What to Do in a Dawn Raid, Spain (CNMC): Immediate Steps, IT Handling & Risks

By Global Law Experts
– posted 2 hours ago

Last reviewed: 14 July 2026

Knowing what to do in a dawn raid is the single most consequential compliance skill a company operating in Spain can develop. The Comisión Nacional de los Mercados y la Competencia (CNMC) reinforced that reality in February 2026 when it carried out unannounced on-site inspections across Spain’s insurance sector, as confirmed by its own press release of 6 March 2026. A competition dawn raid in Spain typically unfolds without prior notice, and the first sixty minutes dictate whether a company protects its rights or exposes itself to obstruction penalties.

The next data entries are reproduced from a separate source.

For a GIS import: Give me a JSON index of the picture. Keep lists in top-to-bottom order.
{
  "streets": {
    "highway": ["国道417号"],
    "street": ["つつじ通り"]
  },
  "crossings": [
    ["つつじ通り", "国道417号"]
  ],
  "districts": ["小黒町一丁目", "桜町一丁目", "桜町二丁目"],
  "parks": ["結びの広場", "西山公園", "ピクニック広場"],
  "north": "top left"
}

This playbook sets out the legal framework, immediate actions, IT and forensic handling procedures, privilege segregation protocols, and post-raid remediation steps that every in-house counsel, compliance officer, and IT manager should have at hand before inspectors arrive.

Five-point quick checklist, commit to memory:

  1. Call external competition counsel immediately.
  2. Verify inspector identities and photograph the inspection mandate.
  3. Preserve all digital data, suspend auto-deletions and syncs.
  4. Assign escort teams for every inspector.
  5. Segregate and flag potentially privileged materials.

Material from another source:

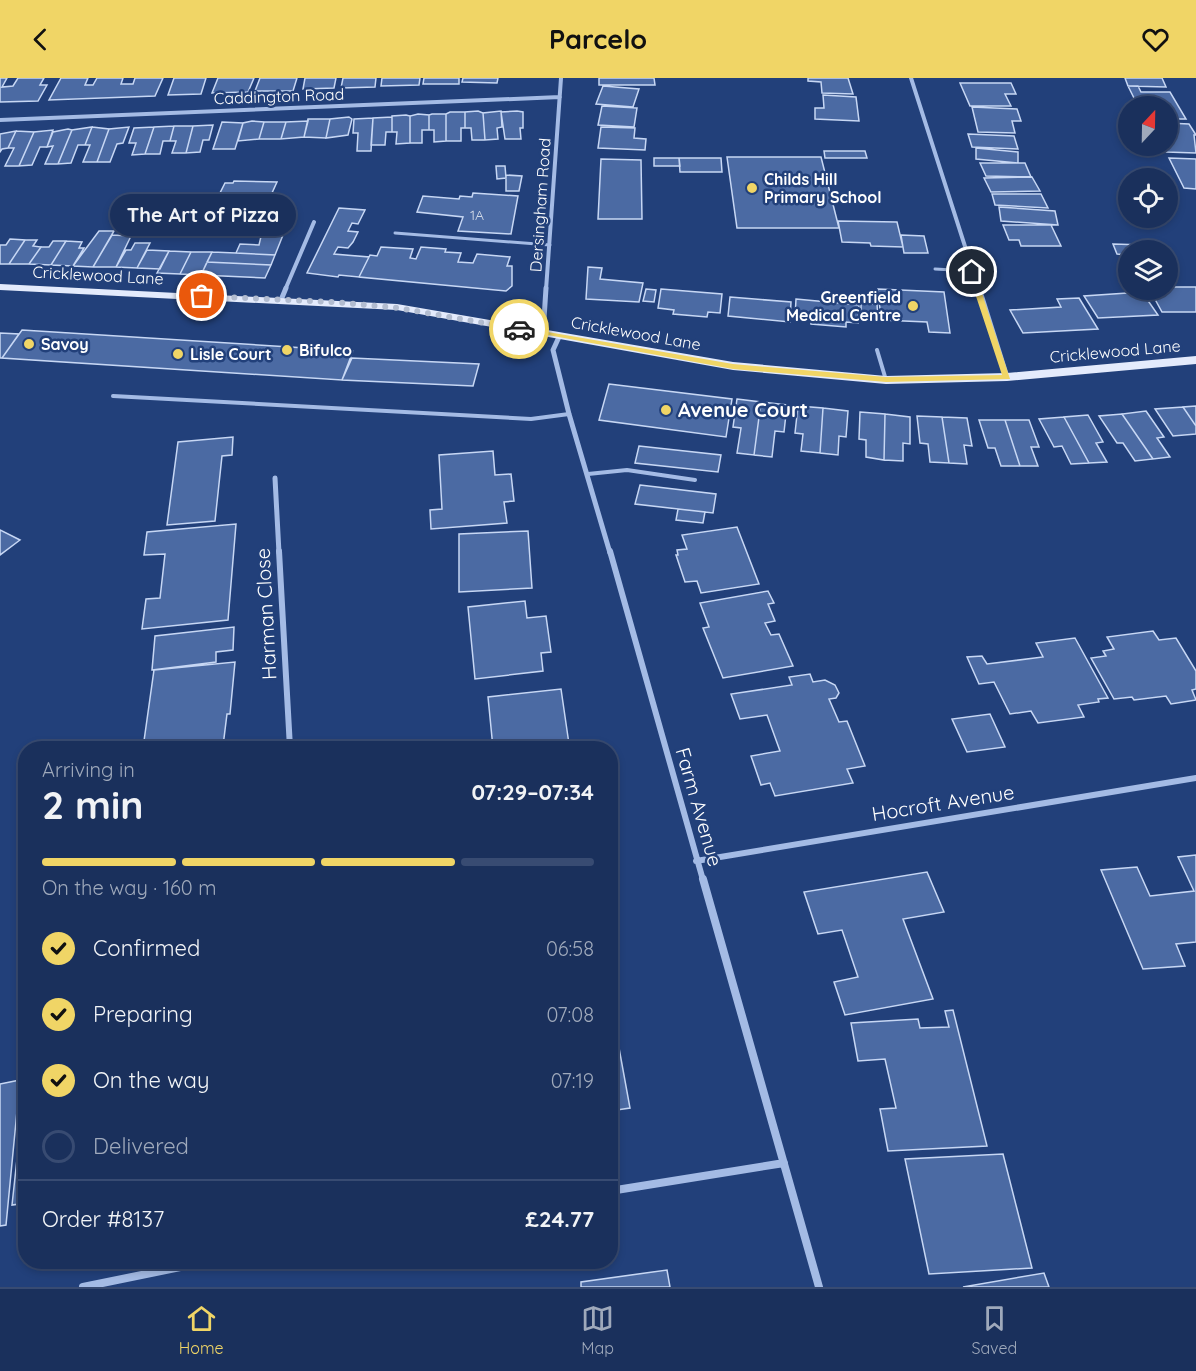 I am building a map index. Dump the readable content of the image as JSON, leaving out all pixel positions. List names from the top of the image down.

How CNMC Dawn Raids Work, Legal Powers and Limits

Legal basis: Law 15/2007, RD 261/2008 and Law 3/2013

The CNMC’s inspection powers derive from three interlocking instruments. Ley 15/2007, de 3 de julio, de Defensa de la Competencia (the LDC) is the primary statute. It grants the CNMC authority to enter business premises, examine books and records, take copies of documents in any format, seal premises for the duration of an inspection, and request oral explanations on site. Real Decreto 261/2008 (the Competition Defence Regulation) supplements the LDC with detailed procedural rules, including requirements for inspection authorisation, the form of the mandate, and rules on data retention. Ley 3/2013 created the CNMC itself and defines its institutional competence, confirming that the Competition Directorate within the CNMC is the body that initiates and conducts dawn raid procedures.

Interaction with EU law, TFEU Articles 101/102 and ECN+ Directive

Spanish dawn raid procedures do not operate in isolation. Where anticompetitive conduct may affect trade between EU Member States, Articles 101 and 102 TFEU apply in parallel. The CNMC may inspect on behalf of the European Commission or in coordination with it. Directive (EU) 2019/1, the ECN+ Directive, was transposed into Spanish law to ensure that national competition authorities possess minimum effective inspection powers, including the ability to access digital data and impose deterrent fines for obstruction. Industry observers expect this EU-level harmonisation to make cross-border dawn raids, where the CNMC assists another authority or vice-versa, increasingly routine.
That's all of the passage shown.